• [TASK BRIEF] All that is needed is the run of lines from the top of the entries to the line with "const c = document.querySelector('canvas').getContext('2d');", that line included, repeated exactly and free of pictures.

• [PROVIDED INFORMATION]
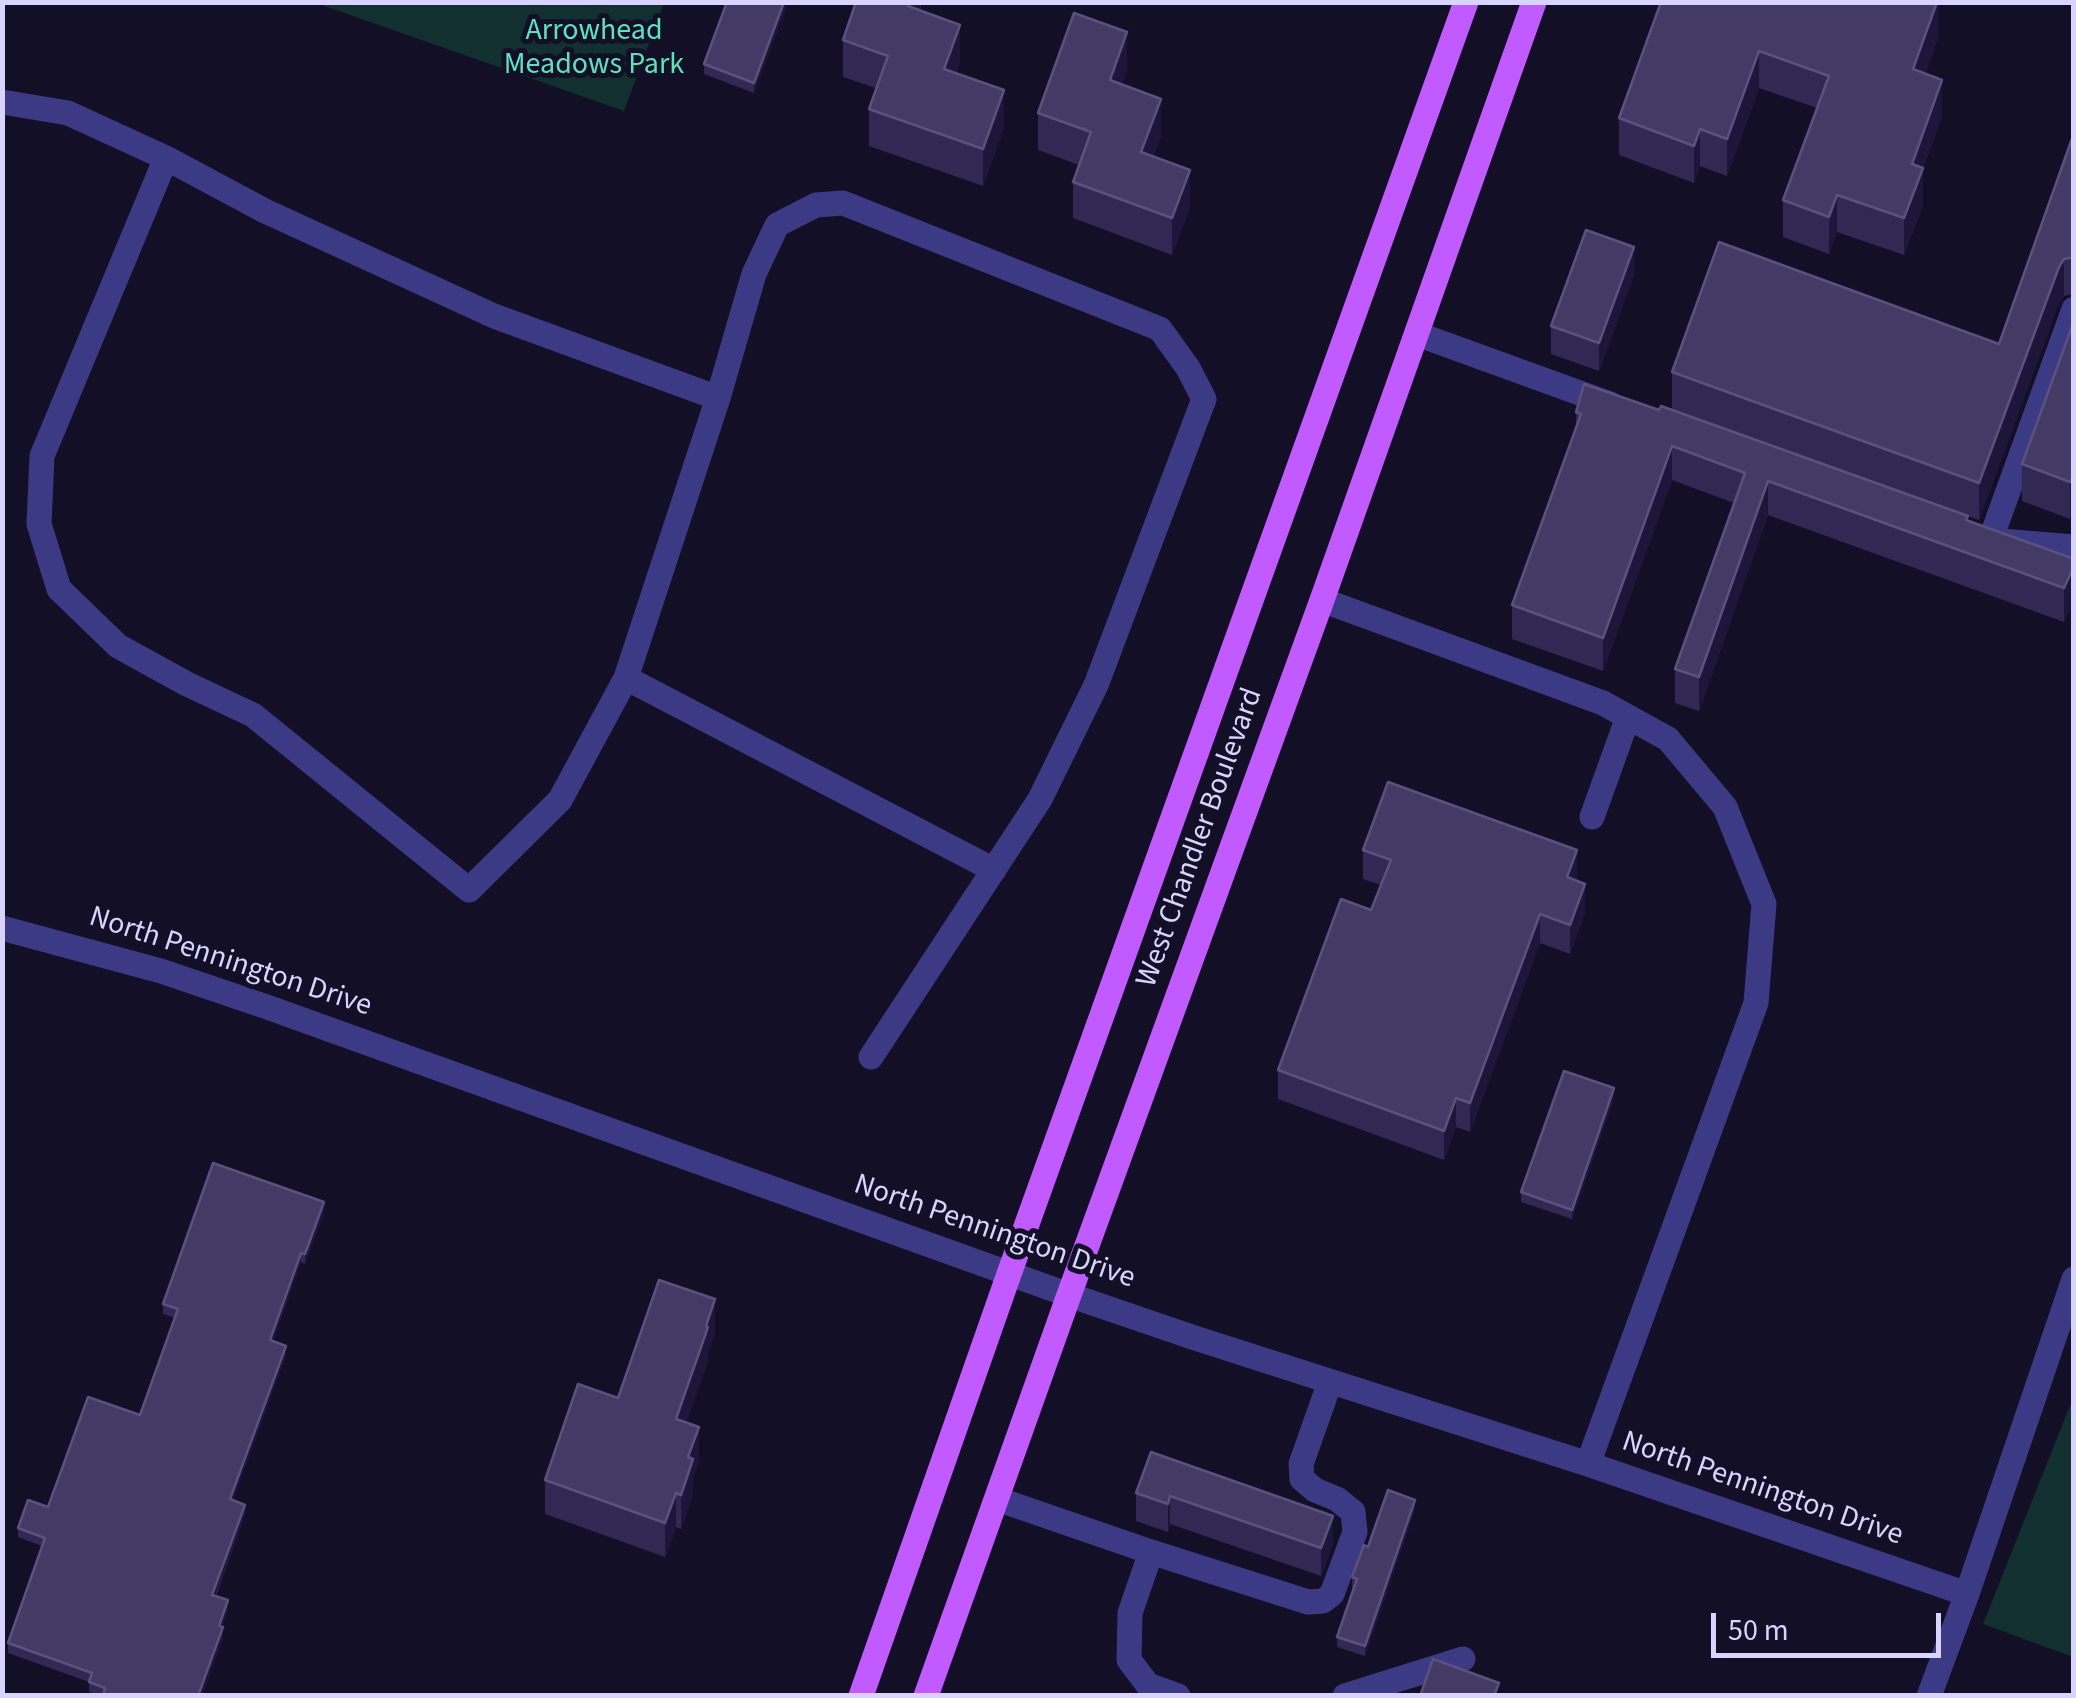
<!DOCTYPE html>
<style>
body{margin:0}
#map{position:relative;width:2076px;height:1698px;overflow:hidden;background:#130f26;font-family:"Source Sans 3",sans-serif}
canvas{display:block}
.frame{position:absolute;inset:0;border:5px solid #d9d4ff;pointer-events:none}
.scale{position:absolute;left:1711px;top:1613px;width:230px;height:45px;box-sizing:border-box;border:5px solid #d9d4ff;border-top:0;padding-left:12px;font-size:30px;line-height:35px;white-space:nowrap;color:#d9d4ff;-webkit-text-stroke:8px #130f26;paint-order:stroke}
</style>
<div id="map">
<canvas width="2076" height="1698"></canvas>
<div class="frame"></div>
<div class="scale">50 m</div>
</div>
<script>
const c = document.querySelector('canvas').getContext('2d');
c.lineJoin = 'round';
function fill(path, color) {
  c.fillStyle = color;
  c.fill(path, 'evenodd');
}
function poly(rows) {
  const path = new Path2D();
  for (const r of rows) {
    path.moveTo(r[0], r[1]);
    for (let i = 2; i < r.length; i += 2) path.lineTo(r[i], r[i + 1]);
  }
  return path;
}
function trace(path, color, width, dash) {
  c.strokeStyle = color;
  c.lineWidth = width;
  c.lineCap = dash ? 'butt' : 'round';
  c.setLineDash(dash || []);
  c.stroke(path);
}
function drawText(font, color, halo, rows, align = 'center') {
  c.font = font + ' "Source Sans 3",sans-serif';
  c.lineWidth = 10;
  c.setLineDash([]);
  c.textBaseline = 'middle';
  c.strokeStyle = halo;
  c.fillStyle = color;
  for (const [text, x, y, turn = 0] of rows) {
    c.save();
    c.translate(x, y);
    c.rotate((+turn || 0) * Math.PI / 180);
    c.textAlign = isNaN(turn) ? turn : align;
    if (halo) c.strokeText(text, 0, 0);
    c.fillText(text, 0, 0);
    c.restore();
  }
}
fill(poly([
 [316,3,664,3,624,111],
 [2071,1403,2074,1404,2073,1657,1983,1624]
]), '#12302f');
trace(poly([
 [2,102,68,113,166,158,265,211,494,316,718,398],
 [166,158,42,456,39,524,59,589,118,646,187,684,253,715,469,890,560,800,626,678,718,398,754,274,777,225,816,205,843,203,1160,329,1188,368,1204,399,1096,685,1040,799,871,1057],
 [1417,334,1610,404],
 [1990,541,2074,309],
 [2001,541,2074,547],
 [1322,600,1603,703,1668,739,1725,807,1764,904,1756,1003,1588,1464],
 [626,678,994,870],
 [1592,817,1628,717],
 [2,928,161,971,267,1007,1069,1295,1195,1338,1588,1464,1967,1594],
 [997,1499,1151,1552,1130,1613,1129,1660,1148,1685,1178,1696],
 [1151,1552,1308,1602,1323,1601,1332,1594,1355,1532,1353,1512,1337,1499,1315,1490,1302,1479,1301,1464,1330,1382],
 [1345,1696,1463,1659],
 [1929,1696,1967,1594,2074,1279]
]), '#3d3a85', 25);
trace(poly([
 [861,1696,1009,1274,1466,2],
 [926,1696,1069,1295,1322,600,1534,2]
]), '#c25bff', 25);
fill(poly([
 [727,2,788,2,754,93,704,74,704,64],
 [856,2,922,2,920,10,960,62,956,73,1004,127,983,186,869,146,869,109,876,88,843,77,843,40],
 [1661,2,1938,38,1925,74,1942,117,1923,169,1923,205,1904,255,1837,232,1829,254,1783,237,1783,200,1817,108,1759,88,1727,176,1700,166,1694,183,1619,155,1619,118],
 [1127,69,1122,84,1161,136,1153,157,1190,207,1172,255,1073,218,1073,182,1079,165,1038,150,1038,113],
 [2074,133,2074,294,2064,296,2059,303,1979,520,1672,409,1672,372,1999,344],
 [1634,275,1599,371,1551,354,1551,326],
 [2074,321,2070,519,2022,501,2022,464],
 [1576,412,1968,521,2074,559,2074,600,2064,622,1768,515,1699,711,1675,703,1675,669,1734,503,1672,480,1603,671,1512,639,1512,605,1576,430],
 [1363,850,1576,881,1585,913,1570,954,1540,943,1470,1132,1456,1127,1444,1160,1278,1099,1278,1070,1371,910,1381,885,1363,879],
 [1614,1098,1572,1219,1521,1202,1521,1192],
 [324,1212,305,1264,301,1262,273,1341,286,1355,233,1500,245,1514,216,1596,228,1610,222,1627,223,1637,202,1696,100,1696,89,1692,89,1682,8,1653,8,1643,42,1546,18,1537,18,1528,48,1507,140,1415,175,1318,163,1314,163,1304],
 [715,1333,708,1353,708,1361,686,1422,699,1461,693,1476,693,1493,681,1529,676,1527,665,1557,545,1514,545,1480,618,1398],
 [1151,1452,1333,1544,1321,1576,1170,1524,1168,1532,1136,1521,1136,1493],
 [1415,1509,1365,1656,1337,1647,1337,1637,1354,1588,1352,1587,1352,1577,1368,1547]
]), '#312854');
fill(poly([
 [784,2,788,2,754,93,754,83],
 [910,2,922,2,908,43,908,6],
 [1938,2,1938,38,1913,106,1913,69],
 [960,25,960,62,944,106,944,69],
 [1127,32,1127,69,1110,117,1110,80],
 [1759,51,1759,88,1727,176,1727,139],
 [1942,80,1942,117,1923,169,1923,205,1904,255,1904,218,1912,164],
 [1004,90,1004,127,983,186,983,149],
 [1161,99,1161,136,1141,189,1141,152],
 [1700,129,1700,166,1694,183,1694,146],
 [1190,170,1190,207,1172,255,1172,218],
 [1837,195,1837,232,1829,254,1829,217],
 [1634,247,1634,275,1599,371,1599,343],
 [2064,259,2064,296,2059,303,1979,520,1979,483,2059,267],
 [1672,446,1672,480,1603,671,1603,638],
 [2074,473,2074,510,2070,519,2070,482],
 [1768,481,1768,515,1699,711,1699,677],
 [2074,566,2074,600,2064,622,2064,588],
 [1577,850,1577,879,1567,906,1567,877],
 [1585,884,1585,913,1570,954,1570,925],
 [1540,914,1540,943,1470,1132,1470,1103],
 [1614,1088,1614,1098,1572,1219,1572,1210],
 [1456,1098,1456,1127,1444,1160,1444,1131],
 [324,1202,324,1212,305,1264,305,1254],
 [301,1253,301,1262,270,1349,270,1340],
 [715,1299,715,1333,708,1353,708,1361,676,1453,676,1419],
 [286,1346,286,1355,230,1509,230,1499],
 [699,1427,699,1461,693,1476,693,1493,681,1529,681,1495,688,1457],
 [676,1493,676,1527,665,1557,665,1523],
 [1170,1496,1170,1524,1168,1532,1168,1504],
 [1415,1500,1415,1509,1365,1656,1365,1646],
 [245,1505,245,1514,212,1604,212,1595],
 [1333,1516,1333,1544,1321,1576,1321,1548],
 [228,1600,228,1610,219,1635,219,1626],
 [223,1627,223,1637,202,1696,198,1696]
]), '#1d163a');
const building = poly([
 [727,2,784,2,754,83,704,64,727,2],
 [856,2,910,2,908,6,960,25,944,69,1004,90,983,149,869,109,888,56,843,40,856,2],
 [1661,2,1937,2,1913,69,1942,80,1912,164,1923,168,1904,218,1837,195,1829,217,1783,200,1829,76,1759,51,1727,139,1700,129,1694,146,1619,118,1661,2],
 [1074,13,1127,32,1110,80,1161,99,1141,152,1190,170,1172,218,1073,182,1091,132,1038,113,1074,13],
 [2074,133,2074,257,2064,259,2059,267,1979,483,1672,372,1719,242,1999,344,2074,133],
 [1586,230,1634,247,1599,343,1551,326,1586,230],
 [2074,321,2074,473,2070,482,2022,464,2074,321],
 [1584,384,1659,410,1661,406,1968,516,1966,520,2074,559,2074,566,2064,588,1768,481,1699,677,1675,669,1745,473,1672,446,1603,638,1512,605,1581,414,1576,412,1584,384],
 [1388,782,1577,850,1567,877,1585,884,1570,925,1540,914,1470,1103,1456,1098,1444,1131,1278,1070,1341,899,1371,910,1391,860,1363,850,1388,782],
 [1564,1071,1614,1088,1572,1210,1521,1192,1564,1071],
 [213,1163,324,1202,305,1254,301,1253,270,1340,286,1346,230,1499,245,1505,212,1595,228,1600,219,1626,223,1627,198,1696,103,1696,105,1688,89,1682,92,1673,8,1643,45,1538,18,1528,28,1500,48,1507,88,1397,140,1415,178,1309,163,1304,213,1163],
 [659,1280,715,1299,706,1326,708,1327,676,1419,699,1427,688,1457,693,1459,681,1495,676,1493,665,1523,545,1480,578,1384,618,1398,659,1280],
 [1151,1452,1333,1516,1321,1548,1170,1496,1168,1504,1136,1493,1151,1452],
 [1388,1490,1415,1500,1365,1646,1337,1637,1357,1579,1352,1577,1364,1545,1368,1547,1388,1490],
 [1433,1659,1499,1683,1494,1696,1420,1696,1433,1659]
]);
fill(building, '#433a66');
trace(building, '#5a527e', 2.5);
drawText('30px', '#5fe0c0', '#130f26', [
 ["Arrowhead",594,32],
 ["Meadows Park",594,66]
]);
drawText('30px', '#d9d4ff', '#130f26', [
 ["West Chandler Boulevard",1201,838,-70],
 ["North Pennington Drive",230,963,18],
 ["North Pennington Drive",994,1233,19],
 ["North Pennington Drive",1762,1490,19]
]);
</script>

• [TASK ANSWER]
<!DOCTYPE html>
<style>
body{margin:0}
#map{position:relative;width:2076px;height:1698px;overflow:hidden;background:#130f26;font-family:"Source Sans 3",sans-serif}
canvas{display:block}
.frame{position:absolute;inset:0;border:5px solid #d9d4ff;pointer-events:none}
.scale{position:absolute;left:1711px;top:1613px;width:230px;height:45px;box-sizing:border-box;border:5px solid #d9d4ff;border-top:0;padding-left:12px;font-size:30px;line-height:35px;white-space:nowrap;color:#d9d4ff;-webkit-text-stroke:8px #130f26;paint-order:stroke}
</style>
<div id="map">
<canvas width="2076" height="1698"></canvas>
<div class="frame"></div>
<div class="scale">50 m</div>
</div>
<script>
const c = document.querySelector('canvas').getContext('2d');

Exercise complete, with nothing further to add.